Source information:
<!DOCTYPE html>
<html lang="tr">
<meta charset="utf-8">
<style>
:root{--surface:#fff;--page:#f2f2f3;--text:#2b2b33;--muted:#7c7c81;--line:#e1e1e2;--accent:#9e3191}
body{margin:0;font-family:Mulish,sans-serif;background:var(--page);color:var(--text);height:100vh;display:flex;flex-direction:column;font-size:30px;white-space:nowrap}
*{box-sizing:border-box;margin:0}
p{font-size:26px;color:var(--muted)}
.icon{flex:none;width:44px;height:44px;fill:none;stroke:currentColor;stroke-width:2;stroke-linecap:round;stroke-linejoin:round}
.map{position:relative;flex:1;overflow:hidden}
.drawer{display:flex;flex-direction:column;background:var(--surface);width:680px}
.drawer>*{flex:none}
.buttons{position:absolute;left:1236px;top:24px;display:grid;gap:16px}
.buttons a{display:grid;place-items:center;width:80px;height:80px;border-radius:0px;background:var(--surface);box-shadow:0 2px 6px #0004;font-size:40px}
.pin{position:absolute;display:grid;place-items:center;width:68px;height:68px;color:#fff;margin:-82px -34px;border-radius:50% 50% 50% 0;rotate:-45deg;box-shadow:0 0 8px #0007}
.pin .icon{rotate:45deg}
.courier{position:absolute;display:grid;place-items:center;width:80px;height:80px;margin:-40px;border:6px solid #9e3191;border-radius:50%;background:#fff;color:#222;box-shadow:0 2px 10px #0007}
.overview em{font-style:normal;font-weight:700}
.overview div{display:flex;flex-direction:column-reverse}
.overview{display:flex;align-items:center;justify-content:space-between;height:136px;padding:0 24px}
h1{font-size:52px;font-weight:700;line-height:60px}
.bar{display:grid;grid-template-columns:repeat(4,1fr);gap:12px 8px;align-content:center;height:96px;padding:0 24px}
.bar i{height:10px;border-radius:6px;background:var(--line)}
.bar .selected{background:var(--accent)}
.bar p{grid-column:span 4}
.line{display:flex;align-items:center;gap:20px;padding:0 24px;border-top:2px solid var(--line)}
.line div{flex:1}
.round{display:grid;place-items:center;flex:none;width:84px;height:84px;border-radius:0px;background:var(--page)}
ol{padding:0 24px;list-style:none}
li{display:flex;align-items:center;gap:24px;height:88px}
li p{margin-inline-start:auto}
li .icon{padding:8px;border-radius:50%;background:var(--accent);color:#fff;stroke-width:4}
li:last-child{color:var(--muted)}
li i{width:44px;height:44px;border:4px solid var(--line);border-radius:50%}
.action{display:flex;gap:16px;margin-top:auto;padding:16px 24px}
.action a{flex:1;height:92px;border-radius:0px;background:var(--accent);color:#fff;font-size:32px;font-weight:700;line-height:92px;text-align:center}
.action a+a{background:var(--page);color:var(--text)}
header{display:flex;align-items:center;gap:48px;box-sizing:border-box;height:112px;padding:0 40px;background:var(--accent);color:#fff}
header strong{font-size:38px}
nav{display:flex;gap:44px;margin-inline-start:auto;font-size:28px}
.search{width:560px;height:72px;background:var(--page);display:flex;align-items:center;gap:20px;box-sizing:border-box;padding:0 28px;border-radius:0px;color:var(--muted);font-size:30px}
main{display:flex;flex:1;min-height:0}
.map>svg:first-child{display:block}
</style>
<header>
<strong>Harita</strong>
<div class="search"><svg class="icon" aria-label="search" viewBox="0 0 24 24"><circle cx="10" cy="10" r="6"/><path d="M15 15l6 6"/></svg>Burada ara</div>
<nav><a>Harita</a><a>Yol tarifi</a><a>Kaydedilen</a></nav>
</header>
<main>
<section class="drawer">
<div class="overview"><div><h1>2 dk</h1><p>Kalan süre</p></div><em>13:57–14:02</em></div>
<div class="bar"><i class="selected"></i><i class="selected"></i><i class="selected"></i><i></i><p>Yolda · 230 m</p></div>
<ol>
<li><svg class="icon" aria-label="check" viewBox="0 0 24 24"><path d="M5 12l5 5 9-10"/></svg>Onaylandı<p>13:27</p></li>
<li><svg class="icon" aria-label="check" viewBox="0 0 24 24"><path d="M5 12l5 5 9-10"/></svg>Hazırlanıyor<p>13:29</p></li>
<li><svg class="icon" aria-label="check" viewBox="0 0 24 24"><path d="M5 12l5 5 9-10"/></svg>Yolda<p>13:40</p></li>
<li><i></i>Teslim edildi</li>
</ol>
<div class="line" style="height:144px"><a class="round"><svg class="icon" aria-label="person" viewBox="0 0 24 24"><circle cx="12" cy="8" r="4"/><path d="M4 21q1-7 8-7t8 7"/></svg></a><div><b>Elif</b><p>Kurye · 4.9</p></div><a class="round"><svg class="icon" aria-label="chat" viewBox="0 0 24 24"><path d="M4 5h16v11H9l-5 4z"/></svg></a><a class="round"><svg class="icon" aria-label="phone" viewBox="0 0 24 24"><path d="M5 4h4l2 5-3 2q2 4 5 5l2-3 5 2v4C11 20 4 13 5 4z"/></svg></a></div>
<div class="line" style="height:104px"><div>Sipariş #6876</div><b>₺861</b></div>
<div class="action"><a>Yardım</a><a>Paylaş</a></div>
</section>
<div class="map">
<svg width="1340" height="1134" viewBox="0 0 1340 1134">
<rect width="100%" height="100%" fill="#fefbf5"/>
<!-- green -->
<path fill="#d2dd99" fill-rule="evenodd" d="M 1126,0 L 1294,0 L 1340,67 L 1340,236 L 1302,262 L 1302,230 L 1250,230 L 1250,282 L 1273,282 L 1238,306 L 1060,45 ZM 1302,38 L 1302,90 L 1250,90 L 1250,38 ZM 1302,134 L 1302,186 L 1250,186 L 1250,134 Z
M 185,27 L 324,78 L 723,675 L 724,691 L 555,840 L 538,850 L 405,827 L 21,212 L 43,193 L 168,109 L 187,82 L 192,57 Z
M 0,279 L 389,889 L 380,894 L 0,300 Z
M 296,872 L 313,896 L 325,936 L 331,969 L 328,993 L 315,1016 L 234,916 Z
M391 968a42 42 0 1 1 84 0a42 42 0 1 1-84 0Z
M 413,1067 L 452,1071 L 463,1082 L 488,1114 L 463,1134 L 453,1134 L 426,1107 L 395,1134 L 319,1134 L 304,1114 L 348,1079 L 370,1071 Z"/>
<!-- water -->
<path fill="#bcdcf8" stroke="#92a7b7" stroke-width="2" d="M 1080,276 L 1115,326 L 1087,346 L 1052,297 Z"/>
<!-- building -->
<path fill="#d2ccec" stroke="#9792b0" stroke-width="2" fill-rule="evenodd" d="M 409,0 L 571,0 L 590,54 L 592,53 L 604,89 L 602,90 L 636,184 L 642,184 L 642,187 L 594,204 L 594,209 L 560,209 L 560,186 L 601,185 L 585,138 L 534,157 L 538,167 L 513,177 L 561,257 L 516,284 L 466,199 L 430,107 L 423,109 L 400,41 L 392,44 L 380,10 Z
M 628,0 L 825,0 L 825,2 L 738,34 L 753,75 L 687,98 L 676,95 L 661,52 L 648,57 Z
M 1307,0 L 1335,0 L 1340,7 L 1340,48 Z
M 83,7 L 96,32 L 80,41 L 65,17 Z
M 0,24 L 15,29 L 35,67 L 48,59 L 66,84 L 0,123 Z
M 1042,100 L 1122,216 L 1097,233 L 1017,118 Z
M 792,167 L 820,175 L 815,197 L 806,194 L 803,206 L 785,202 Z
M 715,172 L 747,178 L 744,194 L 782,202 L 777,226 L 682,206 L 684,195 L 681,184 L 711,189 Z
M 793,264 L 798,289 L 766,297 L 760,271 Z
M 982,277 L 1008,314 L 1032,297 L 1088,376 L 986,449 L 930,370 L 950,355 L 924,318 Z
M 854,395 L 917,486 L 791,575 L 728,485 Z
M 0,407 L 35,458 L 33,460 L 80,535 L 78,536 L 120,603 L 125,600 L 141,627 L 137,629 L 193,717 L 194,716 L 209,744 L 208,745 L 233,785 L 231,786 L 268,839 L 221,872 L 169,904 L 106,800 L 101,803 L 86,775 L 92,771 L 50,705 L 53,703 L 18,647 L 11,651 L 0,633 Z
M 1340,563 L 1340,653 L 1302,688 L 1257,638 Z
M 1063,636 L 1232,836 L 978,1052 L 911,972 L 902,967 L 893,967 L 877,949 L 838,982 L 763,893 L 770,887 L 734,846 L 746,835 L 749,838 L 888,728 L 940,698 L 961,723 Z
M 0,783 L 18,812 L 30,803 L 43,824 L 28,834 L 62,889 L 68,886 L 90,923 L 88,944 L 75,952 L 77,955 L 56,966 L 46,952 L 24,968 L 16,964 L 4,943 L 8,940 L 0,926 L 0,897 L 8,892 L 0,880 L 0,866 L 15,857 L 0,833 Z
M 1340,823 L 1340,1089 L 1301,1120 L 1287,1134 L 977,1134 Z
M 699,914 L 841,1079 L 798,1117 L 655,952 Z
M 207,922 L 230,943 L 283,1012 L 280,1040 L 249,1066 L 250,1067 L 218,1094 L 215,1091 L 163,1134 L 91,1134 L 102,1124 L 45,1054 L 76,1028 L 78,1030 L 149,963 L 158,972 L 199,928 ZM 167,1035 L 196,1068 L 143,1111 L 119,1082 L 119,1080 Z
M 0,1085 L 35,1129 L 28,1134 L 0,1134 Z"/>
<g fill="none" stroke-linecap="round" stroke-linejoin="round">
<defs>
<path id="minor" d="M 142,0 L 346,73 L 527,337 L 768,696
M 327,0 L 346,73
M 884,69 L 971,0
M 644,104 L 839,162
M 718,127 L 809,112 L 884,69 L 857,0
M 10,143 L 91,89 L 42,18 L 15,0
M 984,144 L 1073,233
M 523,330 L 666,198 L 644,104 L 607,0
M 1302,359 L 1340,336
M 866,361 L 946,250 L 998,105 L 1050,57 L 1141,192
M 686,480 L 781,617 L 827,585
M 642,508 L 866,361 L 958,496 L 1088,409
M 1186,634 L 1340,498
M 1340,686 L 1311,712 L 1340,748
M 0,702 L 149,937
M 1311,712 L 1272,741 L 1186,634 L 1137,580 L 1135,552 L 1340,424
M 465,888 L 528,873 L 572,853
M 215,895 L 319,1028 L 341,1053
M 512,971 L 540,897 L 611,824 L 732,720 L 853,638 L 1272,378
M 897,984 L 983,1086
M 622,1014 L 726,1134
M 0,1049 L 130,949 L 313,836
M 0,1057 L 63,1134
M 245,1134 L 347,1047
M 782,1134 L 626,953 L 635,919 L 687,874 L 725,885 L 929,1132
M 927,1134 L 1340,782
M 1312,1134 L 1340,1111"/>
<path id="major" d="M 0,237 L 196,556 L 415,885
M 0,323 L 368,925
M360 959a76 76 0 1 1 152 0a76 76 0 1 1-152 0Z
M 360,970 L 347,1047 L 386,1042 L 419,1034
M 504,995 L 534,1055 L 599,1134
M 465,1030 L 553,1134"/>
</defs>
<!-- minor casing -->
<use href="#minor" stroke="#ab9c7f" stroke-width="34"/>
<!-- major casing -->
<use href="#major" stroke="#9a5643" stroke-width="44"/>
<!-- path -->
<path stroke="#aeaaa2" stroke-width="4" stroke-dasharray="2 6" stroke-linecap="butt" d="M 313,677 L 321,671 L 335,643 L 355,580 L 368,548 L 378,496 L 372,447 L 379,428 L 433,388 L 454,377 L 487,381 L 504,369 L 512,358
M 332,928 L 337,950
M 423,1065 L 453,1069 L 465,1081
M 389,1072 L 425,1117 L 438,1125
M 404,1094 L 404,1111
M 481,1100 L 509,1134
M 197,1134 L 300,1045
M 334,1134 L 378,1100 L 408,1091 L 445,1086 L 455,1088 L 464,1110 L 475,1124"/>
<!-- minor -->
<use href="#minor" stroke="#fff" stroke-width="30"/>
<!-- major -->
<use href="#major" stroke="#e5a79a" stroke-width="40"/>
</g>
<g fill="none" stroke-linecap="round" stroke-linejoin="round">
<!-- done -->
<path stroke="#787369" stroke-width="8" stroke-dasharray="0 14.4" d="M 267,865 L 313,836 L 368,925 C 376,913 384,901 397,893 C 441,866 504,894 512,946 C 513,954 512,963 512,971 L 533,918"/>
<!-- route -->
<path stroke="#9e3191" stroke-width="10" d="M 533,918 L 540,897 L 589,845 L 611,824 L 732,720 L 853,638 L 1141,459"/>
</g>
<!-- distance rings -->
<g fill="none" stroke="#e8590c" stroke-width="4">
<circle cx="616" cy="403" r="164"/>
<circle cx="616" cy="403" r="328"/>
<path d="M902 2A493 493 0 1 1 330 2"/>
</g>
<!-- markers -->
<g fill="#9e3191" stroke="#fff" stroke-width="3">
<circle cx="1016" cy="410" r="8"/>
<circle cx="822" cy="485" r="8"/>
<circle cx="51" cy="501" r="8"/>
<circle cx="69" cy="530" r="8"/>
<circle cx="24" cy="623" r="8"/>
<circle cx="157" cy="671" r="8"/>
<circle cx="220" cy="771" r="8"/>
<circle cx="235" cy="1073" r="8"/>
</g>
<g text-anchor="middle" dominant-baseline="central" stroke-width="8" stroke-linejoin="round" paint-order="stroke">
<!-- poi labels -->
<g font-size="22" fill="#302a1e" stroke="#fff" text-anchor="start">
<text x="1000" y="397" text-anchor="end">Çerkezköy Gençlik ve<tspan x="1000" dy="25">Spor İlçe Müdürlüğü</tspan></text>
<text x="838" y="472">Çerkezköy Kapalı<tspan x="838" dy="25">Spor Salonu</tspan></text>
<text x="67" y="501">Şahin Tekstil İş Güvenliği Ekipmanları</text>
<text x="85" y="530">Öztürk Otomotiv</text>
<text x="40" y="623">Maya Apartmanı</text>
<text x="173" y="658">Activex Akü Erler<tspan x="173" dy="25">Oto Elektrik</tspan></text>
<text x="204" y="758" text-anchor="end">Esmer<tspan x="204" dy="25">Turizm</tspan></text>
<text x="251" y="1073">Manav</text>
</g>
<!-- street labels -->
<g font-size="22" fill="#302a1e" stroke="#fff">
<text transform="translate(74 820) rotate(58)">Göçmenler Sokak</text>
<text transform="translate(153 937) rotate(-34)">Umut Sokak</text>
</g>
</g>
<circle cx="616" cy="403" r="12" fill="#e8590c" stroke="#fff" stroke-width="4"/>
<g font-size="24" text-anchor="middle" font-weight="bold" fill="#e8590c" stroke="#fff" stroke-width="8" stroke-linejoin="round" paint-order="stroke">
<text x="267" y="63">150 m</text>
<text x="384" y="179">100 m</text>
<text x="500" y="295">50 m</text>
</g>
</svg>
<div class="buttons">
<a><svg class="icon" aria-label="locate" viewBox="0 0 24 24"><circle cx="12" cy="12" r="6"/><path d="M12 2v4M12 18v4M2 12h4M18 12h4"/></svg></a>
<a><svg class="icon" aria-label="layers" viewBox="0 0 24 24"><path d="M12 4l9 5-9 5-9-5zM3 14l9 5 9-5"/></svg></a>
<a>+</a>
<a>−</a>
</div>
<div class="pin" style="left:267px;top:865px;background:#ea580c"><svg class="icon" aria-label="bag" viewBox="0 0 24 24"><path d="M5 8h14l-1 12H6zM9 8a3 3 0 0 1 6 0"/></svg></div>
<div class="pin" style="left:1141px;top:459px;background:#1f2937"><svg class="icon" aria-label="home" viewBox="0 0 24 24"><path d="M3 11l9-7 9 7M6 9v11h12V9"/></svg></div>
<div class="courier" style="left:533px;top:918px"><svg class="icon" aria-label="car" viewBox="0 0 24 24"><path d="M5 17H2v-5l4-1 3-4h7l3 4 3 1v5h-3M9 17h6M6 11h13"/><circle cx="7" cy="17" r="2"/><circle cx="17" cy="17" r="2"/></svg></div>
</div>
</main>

Your assignment: Across the entries, state how many lines contain "linecap", giving the number only.

Solution to this exercise: 4